Where does the string "კლდიაშვილის" appear? Copy every line of the entries below that holds it.

*** DATASET EXTRACT ***

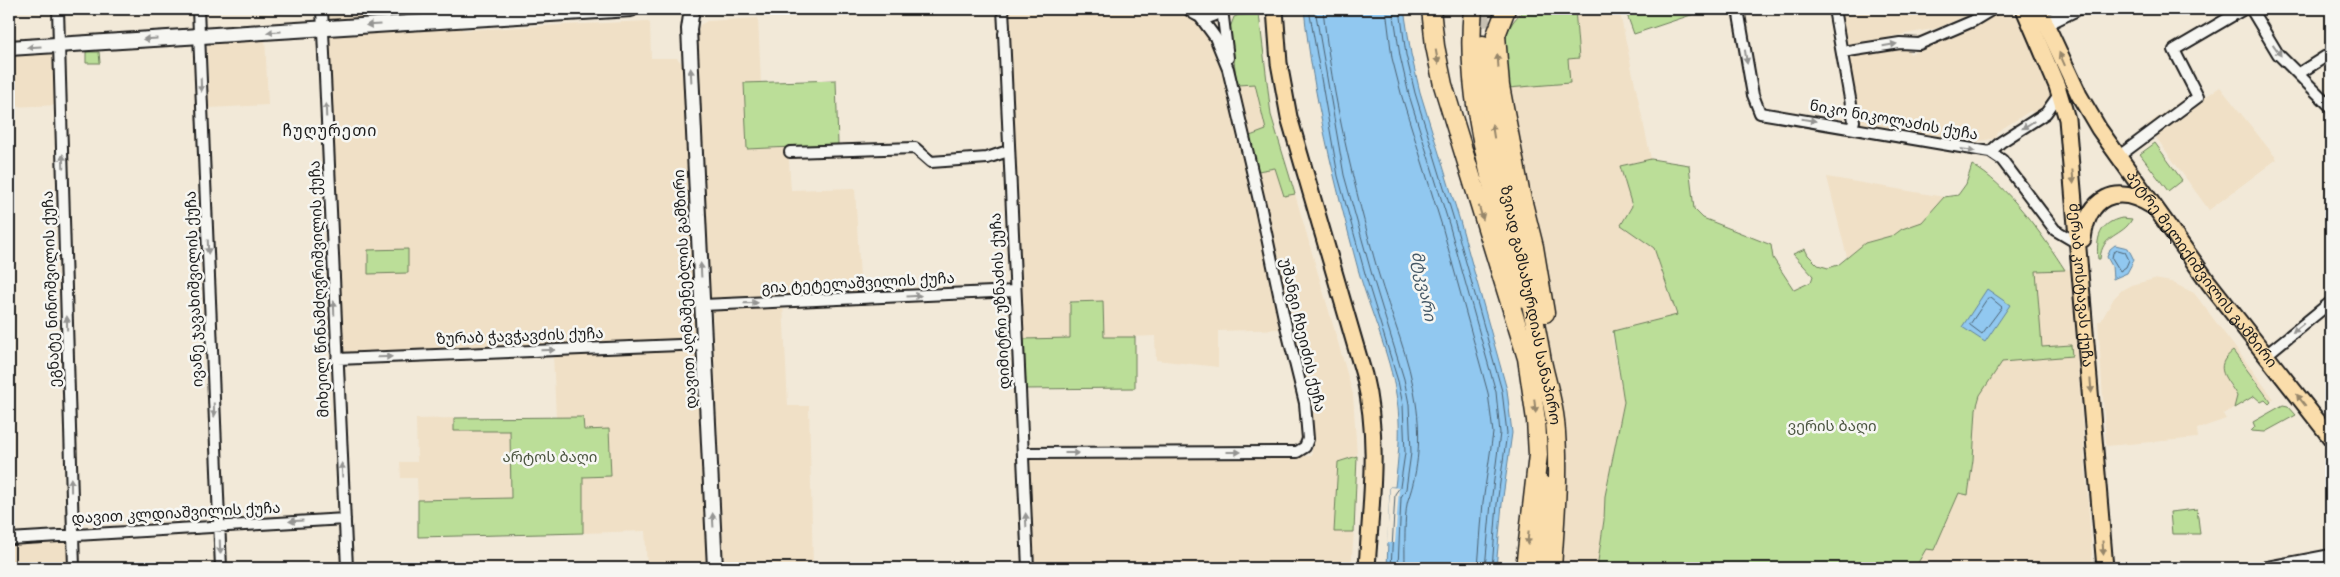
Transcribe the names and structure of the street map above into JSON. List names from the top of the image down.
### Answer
{
  "streets": {
    "highway": ["ზვიად გამსახურდიას სანაპირო"],
    "main road": ["პეტრე მელიქიშვილის გამზირი", "მერაბ კოსტავას ქუჩა", "დავით აღმაშენებლის გამზირი"],
    "street": [
      "ნიკო ნიკოლაძის ქუჩა",
      "გია ტეტელაშვილის ქუჩა",
      "ეგნატე ნინოშვილის ქუჩა",
      "ივანე ჯავახიშვილის ქუჩა",
      "მიხეილ წინამძღვრიშვილის ქუჩა",
      "დიმიტრი უზნაძის ქუჩა",
      "უშანგი ჩხეიძის ქუჩა",
      "ზურაბ ჭავჭავძის ქუჩა",
      "დავით კლდიაშვილის ქუჩა"
    ]
  },
  "crossings": [
    ["ნიკო ნიკოლაძის ქუჩა", "მერაბ კოსტავას ქუჩა"],
    ["პეტრე მელიქიშვილის გამზირი", "მერაბ კოსტავას ქუჩა"],
    ["გია ტეტელაშვილის ქუჩა", "დავით აღმაშენებლის გამზირი"],
    ["გია ტეტელაშვილის ქუჩა", "დიმიტრი უზნაძის ქუჩა"],
    ["ეგნატე ნინოშვილის ქუჩა", "დავით კლდიაშვილის ქუჩა"],
    ["ივანე ჯავახიშვილის ქუჩა", "დავით კლდიაშვილის ქუჩა"],
    ["მიხეილ წინამძღვრიშვილის ქუჩა", "ზურაბ ჭავჭავძის ქუჩა"],
    ["მიხეილ წინამძღვრიშვილის ქუჩა", "დავით კლდიაშვილის ქუჩა"],
    ["დავით აღმაშენებლის გამზირი", "ზურაბ ჭავჭავძის ქუჩა"],
    ["დიმიტრი უზნაძის ქუჩა", "უშანგი ჩხეიძის ქუჩა"]
  ],
  "one_way": [
    "გია ტეტელაშვილის ქუჩა",
    "ეგნატე ნინოშვილის ქუჩა",
    "ივანე ჯავახიშვილის ქუჩა",
    "მიხეილ წინამძღვრიშვილის ქუჩა",
    "დავით აღმაშენებლის გამზირი",
    "ზურაბ ჭავჭავძის ქუჩა",
    "დავით კლდიაშვილის ქუჩა"
  ],
  "districts": ["ჩუღურეთი"],
  "water": ["მტკვარი"],
  "parks": ["ვერის ბაღი", "არტოს ბაღი"]
}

*** End of DATASET EXTRACT ***

# WRITTEN SOLUTION:
      "დავით კლდიაშვილის ქუჩა"
    ["ეგნატე ნინოშვილის ქუჩა", "დავით კლდიაშვილის ქუჩა"],
    ["ივანე ჯავახიშვილის ქუჩა", "დავით კლდიაშვილის ქუჩა"],
    ["მიხეილ წინამძღვრიშვილის ქუჩა", "დავით კლდიაშვილის ქუჩა"],
    "დავით კლდიაშვილის ქუჩა"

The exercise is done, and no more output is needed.